The local unit had closed at 1,348 against the greenback on Monday after the FMDQ Security Exchange reviewed the methodology used for the calculation of its rates.
This came as the Central Bank of Nigeria released a circular to authorised dealers on financial market price transparency, warning them against engaging in sharp practices.
The bank stated that its attention had been drawn to the practice of some dealers and their customers in reporting inaccurate and misleading information on transitions in the financial market.
It stated that the behaviour was not compliant with ethical standards… “and deliberate attempts to create price distortions by reporting false transaction details amounts to market manipulation which will not be tolerated and henceforth face sanctions.”

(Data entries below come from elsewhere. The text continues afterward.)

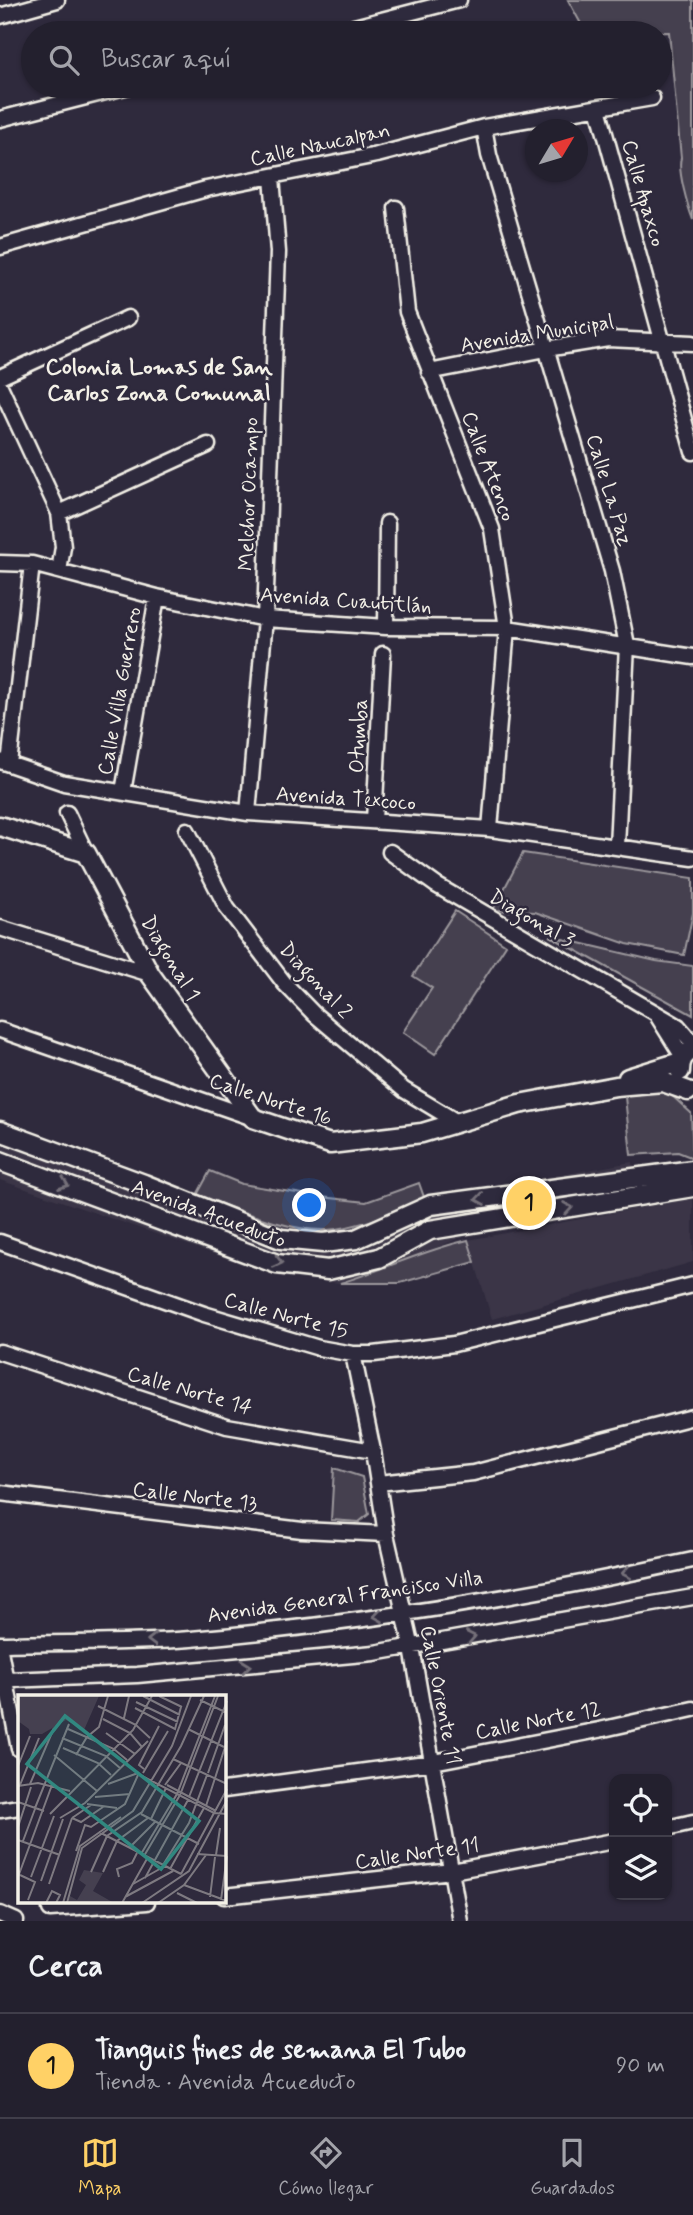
<!DOCTYPE html>
<html lang="es">
<meta charset="utf-8">
<style>
:root{--surface:#23202e;--page:#2b2836;--text:#f1f3f6;--muted:#a3a3aa;--line:#403e4a;--accent:#ffd166}
body{margin:0;font-family:Mynerve,sans-serif;background:var(--page);color:var(--text)}
.controls{position:absolute;right:21px;bottom:21px;display:grid;overflow:hidden;border-radius:14px;box-shadow:0 2px 5px #0004}
.controls button{width:63px;height:63px;display:grid;place-items:center;padding:0;border:0;border-bottom:2px solid var(--line);background:var(--surface);color:var(--text);font:35px sans-serif}
.compass{position:absolute;left:525px;top:119px;width:63px;height:63px;border-radius:50%;background:var(--surface);box-shadow:0 2px 5px #0004;rotate:52deg}
.you{position:absolute;left:310px;top:1206px;width:24px;height:24px;margin:-18px;border:5px solid #fff;border-radius:50%;background:#1a73e8;box-shadow:0 0 0 10px #1a73e833}
.badge{display:grid;place-items:center;width:46px;height:46px;border-radius:50%;background:var(--accent);color:#111;font-size:23px;font-weight:700}
.pin{position:absolute;translate:-50% -50%;border:4px solid #fff;box-shadow:0 2px 7px #0006}
.list{margin:0;padding:0;list-style:none}
h2{display:flex;justify-content:space-between;align-items:center;height:91px;margin:0;padding:0 28px;font-size:30px}
h2 small{font-size:23px;font-weight:400;color:var(--muted)}
.list li{display:grid;grid-template-columns:46px 1fr auto;gap:21px;align-items:center;box-sizing:border-box;height:105px;padding:0 28px;border-top:2px solid var(--line)}
.list b{display:block;font-size:26px;white-space:nowrap}
.list p{margin:0;font-size:23px;white-space:nowrap;color:var(--muted)}
.list em{font-size:23px;font-style:normal;color:var(--muted)}
.icon{flex:none;width:38px;height:38px;fill:none;stroke:currentColor;stroke-width:2;stroke-linecap:round;stroke-linejoin:round}
.map{position:relative;flex:none;width:693px;height:1921px;overflow:hidden}
.search{position:absolute;background:var(--surface);box-shadow:0 2px 5px #0004;left:21px;right:21px;top:21px;height:77px;display:flex;align-items:center;gap:18px;box-sizing:border-box;padding:0 24px;border-radius:38px;color:var(--muted);font-size:26px}
.sheet{height:196px;background:var(--surface)}
nav{display:flex;justify-content:space-around;align-items:center;box-sizing:border-box;height:98px;border-top:2px solid var(--line);background:var(--surface);font-size:19px;color:var(--muted)}
nav a{display:grid;justify-items:center;gap:4px}
nav .on{color:var(--accent)}
.map>svg:first-child{display:block}
.built{fill:#3b3647}
.green{fill:#454050;stroke:#9c989c;stroke-width:2}
.lines{fill:none;stroke-linecap:round;stroke-linejoin:round}
.minor-casing{stroke:#f4f1e8;stroke-width:19}
.tertiary-casing{stroke:#f4f1e8;stroke-width:23}
.minor{stroke:#2f2a3d;stroke-width:14}
.tertiary{stroke:#2f2a3d;stroke-width:18}
.oneway{stroke:#747079}
.labels{text-anchor:middle;stroke-width:5;stroke-linejoin:round;paint-order:stroke}
.street-label{font-size:21px;fill:#f4f1e8;stroke:#2f2a3d}
.neighbourhood-label{font-size:23px;font-weight:bold;fill:#f4f1e8;stroke:#2f2a3d}
.inset-road{fill:none;stroke:#7e7a81;stroke-width:2}
.view{fill:#318880;fill-opacity:0.15;stroke:#318880;stroke-width:3.5}
.inset-edge{fill:none;stroke:#f4f1e8;stroke-width:3.5}
</style>
<div class="map">
<svg width="693" height="1921" viewBox="0 0 693 1921">
<rect width="100%" height="100%" fill="#2f2a3d"/>
<filter id="ink" filterUnits="userSpaceOnUse"><feTurbulence type="fractalNoise" baseFrequency=".0143" numOctaves="2"/><feDisplacementMap in="SourceGraphic" scale="14" xChannelSelector="R" yChannelSelector="G"/><feConvolveMatrix kernelMatrix="1 2 1 2 8 2 1 2 1" color-interpolation-filters="sRGB"/></filter>
<g filter="url(#ink)">
<!-- built -->
<path class="built" d="M0,1124L274,1222L326,1230L363,1223L425,1200L632,1162L638,1205L464,1236L380,1271L340,1283L281,1277L0,1180Z
M693,1198V1262L492,1319L468,1240Z"/>
<!-- green -->
<path class="green" d="M568,0H693V220C688,207 677,170 681,158L669,32L586,33Z
M523,853L693,878V913L684,955L627,944L535,912L493,910Z
M455,911L506,945L435,1054L403,1032L432,988L413,976Z
M550,936L656,961L693,966V1015Z
M659,1084L691,1113L693,1158L678,1152L631,1155L624,1087Z
M210,1171L242,1184L321,1197L366,1202L419,1183L425,1200C394,1212 361,1227 327,1230C288,1232 234,1208 197,1195Z
M468,1240L475,1262L400,1283H340C383,1270 424,1250 468,1240Z
M334,1468L362,1477L369,1514L359,1522L331,1520Z"/>
<g class="lines">
<defs>
<path id="minor" d="M0,16L57,0
M331,33L459,0
M598,108L693,452
M0,119L129,86
M484,127L489,155L612,571L627,645L617,846
M396,208L407,312L492,529L507,628L490,829
M0,247L206,189L377,155L484,127L652,98
M429,372L546,349L608,339L693,343
M0,377L128,318
M0,386L59,513L63,547L59,571
M59,513L208,445
M0,563L32,564L157,597L265,619L386,627L507,628L693,657
M386,627L387,523
M0,761L64,783L248,813L490,829L693,858
M9,764L32,564
M123,792L157,597
M67,813L86,853
M248,813L265,619L278,252L272,177
M374,821L383,654
M187,830L227,908L285,984L314,1014L404,1090L457,1122
M390,852L436,885L678,1026L693,1043
M0,928L150,974
M658,1017L683,1057
M0,1030L253,1118
M0,1242L204,1314L319,1348L353,1354H374L454,1344L693,1285
M0,1352L227,1426L373,1451
M353,1354L373,1451L386,1534L412,1648L460,1921
M378,1483L473,1473L693,1417
M0,1493L302,1530L386,1534
M0,1644C63,1642 128,1644 191,1639C359,1624 528,1596 693,1560
M0,1650L19,1749
M7,1680L137,1675L374,1653L693,1597
M224,1790L433,1762L599,1730L693,1709
M0,1810L19,1807
M667,1828L693,1822
M224,1896L452,1871L614,1841
M50,1909L147,1902
M0,1914L16,1921"/>
<path id="tertiary" d="M0,826L86,853L150,974L253,1118L330,1144L422,1133L519,1104L616,1086L663,1082L688,1091
M680,1071C680,1061 683,1054 693,1050
M628,1078L680,1062
M0,1131L144,1184L281,1239L323,1243L356,1239L431,1205L693,1170
M0,1161L277,1264L328,1270L379,1258L430,1230L693,1187"/>
</defs>
<!-- minor casing -->
<use href="#minor" class="minor-casing"/>
<!-- tertiary casing -->
<use href="#tertiary" class="tertiary-casing"/>
<!-- minor -->
<use href="#minor" class="minor"/>
<!-- tertiary -->
<use href="#tertiary" class="tertiary"/>
</g>
<!-- one-way arrows -->
<defs><path id="oneway-chevron" d="M-2-3.5L2.5 0L-2 3.5" fill="none" stroke-width="1.6" stroke-linecap="round" stroke-linejoin="round" transform="scale(1.75)"/></defs>
<g class="oneway">
<use href="#oneway-chevron" transform="translate(64 1184) rotate(20)"/>
<use href="#oneway-chevron" transform="translate(480 1199) rotate(172)"/>
<use href="#oneway-chevron" transform="translate(568 1208) rotate(-9)"/>
<use href="#oneway-chevron" transform="translate(278 1262) rotate(14)"/>
<use href="#oneway-chevron" transform="translate(626 1573) rotate(169)"/>
<use href="#oneway-chevron" transform="translate(378 1616) rotate(172)"/>
<use href="#oneway-chevron" transform="translate(471 1637) rotate(-11)"/>
<use href="#oneway-chevron" transform="translate(152 1640) rotate(179)"/>
<use href="#oneway-chevron" transform="translate(246 1666) rotate(-6)"/>
</g>
</g>
<g class="labels">
<!-- street labels -->
<g class="street-label">
<text transform="translate(320 144) rotate(-12)" y="7">Calle Naucalpan</text>
<text transform="translate(644 193) rotate(74)" y="7">Calle Apaxco</text>
<text transform="translate(537 333) rotate(-9)" y="7">Avenida Municipal</text>
<text transform="translate(489 466) rotate(69)" y="7">Calle Atenco</text>
<text transform="translate(610 490) rotate(73)" y="7">Calle La Paz</text>
<text transform="translate(248 494) rotate(-88)" y="7">Melchor Ocampo</text>
<text transform="translate(346 600) rotate(4)" y="7">Avenida Cuautitlán</text>
<text transform="translate(119 691) rotate(-80)" y="7">Calle Villa Guerrero</text>
<text transform="translate(358 736) rotate(-87)" y="7">Otumba</text>
<text transform="translate(346 798) rotate(4)" y="7">Avenida Texcoco</text>
<text transform="translate(532 918) rotate(30)" y="7">Diagonal 3</text>
<text transform="translate(171 958) rotate(59)" y="7">Diagonal 1</text>
<text transform="translate(316 980) rotate(47)" y="7">Diagonal 2</text>
<text transform="translate(271 1099) rotate(18)" y="7">Calle Norte 16</text>
<text transform="translate(209 1213) rotate(20)" y="7">Avenida Acueducto</text>
<text transform="translate(286 1315) rotate(15)" y="7">Calle Norte 15</text>
<text transform="translate(190 1390) rotate(16)" y="7">Calle Norte 14</text>
<text transform="translate(195 1496) rotate(7)" y="7">Calle Norte 13</text>
<text transform="translate(345 1596) rotate(-8)" y="7">Avenida General Francisco Villa</text>
<text transform="translate(441 1695) rotate(79)" y="7">Calle Oriente 11</text>
<text transform="translate(538 1720) rotate(-11)" y="7">Calle Norte 12</text>
<text transform="translate(417 1853) rotate(-8)" y="7">Calle Norte 11</text>
</g>
<!-- neighbourhood labels -->
<g class="neighbourhood-label">
<text x="159" y="374">Colonia Lomas de San<tspan x="159" dy="26">Carlos Zona Comunal</tspan></text>
</g>
</g>
<!-- overview -->
<g transform="translate(18 1695)">
<rect width="208" height="208" fill="#2f2a3d"/>
<path d="M0,1H81L66,35L48,25L24,39H12L11,34L0,26ZM66,175L85,178L75,196L96,208H50L52,201L59,205L68,190L61,185Z" fill="#454050"/>
<path class="inset-road" d="M125,1L162,20M141,1L164,12M182,5L207,17M118,7L160,27M80,11L118,30L132,43M117,13L157,34L163,12M106,23L111,1M85,24L112,38L124,52M50,34L96,54L109,65M170,34L206,52M88,38L117,59M44,43L88,61L102,73M45,53L80,68L93,80M36,60L79,96M58,60L69,42L81,32L90,1M155,64L209,89M0,71L12,41M126,74L121,70L141,31M125,78L150,36M190,78L207,30M124,81L196,118L209,119M12,89L36,33M90,89L120,78M2,90L21,43M147,90L163,68M149,90L198,116M0,91L20,88L52,96M77,102L112,99M171,102L209,6M0,107L26,116M69,109L99,113M188,111L209,46M17,113L51,29M32,119L115,35L134,1M123,119L181,149M42,123L67,108L130,46M54,123L63,127L85,112M54,123L73,110M133,124L148,93M0,132L13,92M81,137L163,179M0,145L42,160M5,146L17,114M111,153L137,127M58,156L67,130L73,132L107,109L120,80M123,159L159,99L197,1M179,159L209,161M198,160L202,133M126,161L162,100L200,1M145,170L171,128L189,80M152,174L186,113M73,177L89,141L124,117L163,51L186,1M85,177L99,146L130,123M163,179L209,94M2,180L17,187L10,205M0,182L34,90M13,182L36,121M101,182L99,174L114,168L119,158M127,183L170,105M23,186L45,124M31,189L54,123M115,189L147,171M166,190L209,206M159,198L179,208M107,202L155,176M192,202L197,162M203,205L209,161M28,208L34,196L42,200L38,208M45,208L62,151L103,122M49,208L64,153L115,116L154,51L173,1M104,208L130,162M124,208L171,176L209,105M140,208L166,190L188,160"/>
<path class="view" d="M47,21L181,126L143,174L9,69Z"/>
<rect width="208" height="208" class="inset-edge"/>
</g>
</svg>
<div class="controls">
<button><svg class="icon" aria-label="locate" viewBox="0 0 24 24"><circle cx="12" cy="12" r="6"/><path d="M12 2v4M12 18v4M2 12h4M18 12h4"/></svg></button>
<button><svg class="icon" aria-label="layers" viewBox="0 0 24 24"><path d="M12 4l9 5-9 5-9-5zM3 14l9 5 9-5"/></svg></button>
</div>
<svg class="compass" viewBox="-18 -18 36 36"><path d="M0-13l5 13h-10z" fill="#e53935"/><path d="M0 13l5-13h-10z" fill="#a3a3aa"/></svg>
<div class="you"></div>
<div class="pin badge" style="left:529px;top:1203px">1</div>
<div class="search"><svg class="icon" aria-label="search" viewBox="0 0 24 24"><circle cx="10" cy="10" r="6"/><path d="M15 15l6 6"/></svg>Buscar aquí</div>
</div>
<section class="sheet">
<h2>Cerca<small></small></h2>
<ul class="list">
<li><span class="badge">1</span><div><b>Tianguis fines de semana El Tubo</b><p>Tienda · Avenida Acueducto</p></div><em>90 m</em></li>
</ul>
</section>
<nav>
<a class="on"><svg class="icon" aria-label="map" viewBox="0 0 24 24"><path d="M3 6l6-2 6 2 6-2v14l-6 2-6-2-6 2zM9 4v14M15 6v14"/></svg>Mapa</a>
<a><svg class="icon" aria-label="directions" viewBox="0 0 24 24"><path d="M12 3l9 9-9 9-9-9zM9 14v-3h6M13 9l2 2-2 2"/></svg>Cómo llegar</a>
<a><svg class="icon" aria-label="saved" viewBox="0 0 24 24"><path d="M7 4h10v16l-5-4-5 4z"/></svg>Guardados</a>
</nav>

Meanwhile, members of the organised private sector and economists expressed concerns over the development, saying the fall of the local unit at the NAFEX window would likely lead to business shutdowns, job losses, hikes in the prices of commodities and services, and high inflation.
Economists and private sector bodies that spoke to our correspondent on Tuesday expressed worries over the fall in the value of the naira.
They said the depreciation of the naira at the official window to N1348.63/$ at the close of trading on Monday had wider implications for the economy.
However, the naira plummeted further on Tuesday, falling to N1482.57/$ as of the end of trading. On Monday, FMDQ Securities Exchange, which calculates the exchange rate of the country, revised the methodology used to set the exchange rate. This some experts believe is a technical devaluation of the national currency.
In a market notice, FMDQ stated, “This revision aims to address recent fluctuations and challenges encountered in the Nigerian Foreign Exchange (‘FX’) Market.”